Edward Curtis, self-portrait
The North American Indian is a seminal and controversial blend of documentary and staged photography — one which contributes to much of the foundational imagery and, often-stereotypical, understanding possessed by white America about some 82-plus native tribes that the United States eradicated over a century of colonization. Much has been made about the complexities, contradictions, and conflicts of interest in Curtis’s masterwork, by Native and non-Native scholars. Some argue that in staging photographs and, at times, adding props or accessories, Curtis took liberties with the concept of ethnography, both imposing and reinforcing white notions of Native American appearances and culture. Others argue that without Curtis, there would be hardly any extant imagery of the cultural heritage of the tribes he worked with.

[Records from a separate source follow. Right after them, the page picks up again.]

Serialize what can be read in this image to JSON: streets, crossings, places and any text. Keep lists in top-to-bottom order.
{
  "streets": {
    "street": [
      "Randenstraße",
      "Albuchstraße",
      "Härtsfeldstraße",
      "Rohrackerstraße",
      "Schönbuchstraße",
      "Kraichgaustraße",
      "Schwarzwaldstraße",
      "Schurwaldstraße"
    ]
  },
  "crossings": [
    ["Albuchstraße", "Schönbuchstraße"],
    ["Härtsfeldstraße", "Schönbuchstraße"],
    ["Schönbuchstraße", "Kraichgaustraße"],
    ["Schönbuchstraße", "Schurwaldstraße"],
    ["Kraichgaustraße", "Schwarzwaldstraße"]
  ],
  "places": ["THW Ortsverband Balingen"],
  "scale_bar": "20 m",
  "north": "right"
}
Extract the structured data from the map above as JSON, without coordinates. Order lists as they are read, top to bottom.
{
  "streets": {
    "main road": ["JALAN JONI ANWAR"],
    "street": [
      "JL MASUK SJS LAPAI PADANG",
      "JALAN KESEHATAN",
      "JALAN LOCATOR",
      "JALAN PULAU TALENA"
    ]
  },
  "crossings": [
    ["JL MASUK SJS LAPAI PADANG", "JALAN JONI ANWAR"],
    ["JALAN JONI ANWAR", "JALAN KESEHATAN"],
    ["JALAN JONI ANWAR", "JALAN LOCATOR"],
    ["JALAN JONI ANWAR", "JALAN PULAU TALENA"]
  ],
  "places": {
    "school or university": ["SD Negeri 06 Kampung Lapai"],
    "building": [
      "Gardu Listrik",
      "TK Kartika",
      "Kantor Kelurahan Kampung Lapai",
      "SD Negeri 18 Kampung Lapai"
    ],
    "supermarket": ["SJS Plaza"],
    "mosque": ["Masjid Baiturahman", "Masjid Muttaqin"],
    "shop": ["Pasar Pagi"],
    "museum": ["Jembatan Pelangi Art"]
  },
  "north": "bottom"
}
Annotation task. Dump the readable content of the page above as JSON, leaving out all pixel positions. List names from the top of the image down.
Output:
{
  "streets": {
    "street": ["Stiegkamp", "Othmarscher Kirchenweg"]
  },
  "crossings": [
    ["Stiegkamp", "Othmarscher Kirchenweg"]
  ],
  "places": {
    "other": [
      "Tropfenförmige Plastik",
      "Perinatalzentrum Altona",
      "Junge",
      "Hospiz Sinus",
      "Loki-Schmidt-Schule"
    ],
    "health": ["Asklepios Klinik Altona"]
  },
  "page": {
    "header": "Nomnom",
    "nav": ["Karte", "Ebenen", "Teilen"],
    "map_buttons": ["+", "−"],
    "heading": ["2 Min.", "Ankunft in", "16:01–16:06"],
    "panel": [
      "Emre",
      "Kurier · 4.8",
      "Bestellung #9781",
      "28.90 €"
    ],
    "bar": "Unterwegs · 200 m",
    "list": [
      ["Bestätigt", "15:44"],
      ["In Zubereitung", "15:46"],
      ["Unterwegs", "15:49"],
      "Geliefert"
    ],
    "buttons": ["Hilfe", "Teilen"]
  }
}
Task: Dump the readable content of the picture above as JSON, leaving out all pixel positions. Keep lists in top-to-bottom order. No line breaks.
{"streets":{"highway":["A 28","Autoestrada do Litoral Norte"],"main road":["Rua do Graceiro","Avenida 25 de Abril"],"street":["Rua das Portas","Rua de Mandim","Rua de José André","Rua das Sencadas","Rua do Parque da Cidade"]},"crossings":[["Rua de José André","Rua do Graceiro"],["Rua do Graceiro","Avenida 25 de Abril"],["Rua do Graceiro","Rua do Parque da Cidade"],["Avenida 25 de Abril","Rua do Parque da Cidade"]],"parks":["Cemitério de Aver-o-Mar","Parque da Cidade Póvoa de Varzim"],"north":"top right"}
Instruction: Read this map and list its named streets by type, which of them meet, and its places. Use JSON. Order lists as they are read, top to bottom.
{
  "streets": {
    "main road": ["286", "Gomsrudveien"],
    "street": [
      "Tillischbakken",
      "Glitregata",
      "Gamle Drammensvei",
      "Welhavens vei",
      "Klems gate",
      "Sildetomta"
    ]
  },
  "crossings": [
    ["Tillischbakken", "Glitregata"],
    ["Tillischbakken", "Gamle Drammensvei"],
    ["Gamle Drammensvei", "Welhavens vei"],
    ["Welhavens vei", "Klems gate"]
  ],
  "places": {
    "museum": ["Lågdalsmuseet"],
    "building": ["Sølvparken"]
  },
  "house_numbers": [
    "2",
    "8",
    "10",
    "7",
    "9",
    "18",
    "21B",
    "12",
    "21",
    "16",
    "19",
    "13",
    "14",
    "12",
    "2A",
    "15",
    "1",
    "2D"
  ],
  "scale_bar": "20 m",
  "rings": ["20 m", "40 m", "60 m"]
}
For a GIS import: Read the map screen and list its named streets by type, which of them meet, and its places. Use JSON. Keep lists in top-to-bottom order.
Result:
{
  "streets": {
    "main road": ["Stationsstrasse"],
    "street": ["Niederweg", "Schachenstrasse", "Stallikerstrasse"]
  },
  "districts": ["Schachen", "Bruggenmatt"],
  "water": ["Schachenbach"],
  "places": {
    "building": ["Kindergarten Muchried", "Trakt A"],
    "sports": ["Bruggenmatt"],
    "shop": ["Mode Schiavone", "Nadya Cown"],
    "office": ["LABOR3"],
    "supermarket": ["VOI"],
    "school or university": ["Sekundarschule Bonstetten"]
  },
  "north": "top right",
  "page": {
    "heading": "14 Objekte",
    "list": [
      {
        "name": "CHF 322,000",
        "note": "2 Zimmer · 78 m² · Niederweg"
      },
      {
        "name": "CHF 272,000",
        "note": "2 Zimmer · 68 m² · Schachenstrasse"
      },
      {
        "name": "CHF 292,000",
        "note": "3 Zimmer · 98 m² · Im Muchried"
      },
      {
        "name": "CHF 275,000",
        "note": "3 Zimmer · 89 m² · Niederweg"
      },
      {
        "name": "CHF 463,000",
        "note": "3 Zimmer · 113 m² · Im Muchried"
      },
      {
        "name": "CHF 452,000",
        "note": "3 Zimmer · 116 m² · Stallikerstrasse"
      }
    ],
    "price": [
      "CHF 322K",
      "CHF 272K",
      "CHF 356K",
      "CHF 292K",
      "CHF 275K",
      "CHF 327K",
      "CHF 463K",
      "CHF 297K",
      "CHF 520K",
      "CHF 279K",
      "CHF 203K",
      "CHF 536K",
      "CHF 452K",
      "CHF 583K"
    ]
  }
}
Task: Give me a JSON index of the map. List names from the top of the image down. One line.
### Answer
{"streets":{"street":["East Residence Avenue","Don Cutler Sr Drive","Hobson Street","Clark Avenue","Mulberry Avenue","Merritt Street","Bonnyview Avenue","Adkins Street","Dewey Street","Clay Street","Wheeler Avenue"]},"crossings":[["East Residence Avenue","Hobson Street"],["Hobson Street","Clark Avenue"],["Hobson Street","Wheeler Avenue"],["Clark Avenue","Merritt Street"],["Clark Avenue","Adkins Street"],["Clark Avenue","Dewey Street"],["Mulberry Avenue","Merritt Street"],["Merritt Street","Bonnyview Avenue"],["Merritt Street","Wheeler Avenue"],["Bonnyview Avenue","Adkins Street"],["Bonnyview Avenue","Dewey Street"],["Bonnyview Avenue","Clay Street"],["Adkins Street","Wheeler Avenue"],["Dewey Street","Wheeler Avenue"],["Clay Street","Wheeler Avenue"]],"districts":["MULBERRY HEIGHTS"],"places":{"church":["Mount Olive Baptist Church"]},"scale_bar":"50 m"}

The Curtis exhibition at the Muskegon Museum of Art raised, for me, compelling questions around our individual and institutional tendencies to justify the art that we find interesting. It is undeniable that the 723 portfolio images lining the walls of the Musekegon’s galleries — as well as a 20-volume edition gathering 1,500 additional photos and ethnographic research carried out by Curtis in cooperation with tribes west of the Missouri River — represent a remarkable accomplishment. They are fascinating photos, and managed to chronicle what Curtis called, “the lifeways and morays of all the tribes who were still relatively intact from the colonialism and the invasion of Anglo culture.” Beyond ethnography, many of them are also formally beautiful works of art.
Plate from Edward Curtis’s The North American Indian
The Muskegon Museum has personal reason to take pride in this exhibition — the museum is in possession of the collection because of Lulu Miller, the first female director of the adjacent Hackley Library and second director of the Muskegon Art Museum (appointed in 1916, being the second woman in the US to run an art museum). In 1908, as her first acquisition for the library, Miller sourced $3,000 to purchase a subscription to Curtis’s series, which was issued in 20 volumes and would ultimately take 30 years to complete — an incredible gamble when you consider that sum is equivalent to $80,000 today, and certainly a tidy sum for a regional library. The Muskegon Museum of Art owns one of the estimated 225 sets of The North American Indian (many of which are likely incomplete), and this exhibition is one of very few that has put the collection on display in its entirety. The final volume arrived in late 1930, bracketing Miller’s career with the library and museum, and in the 1970s was transferred from the library to the purview of the art museum for conservation efforts.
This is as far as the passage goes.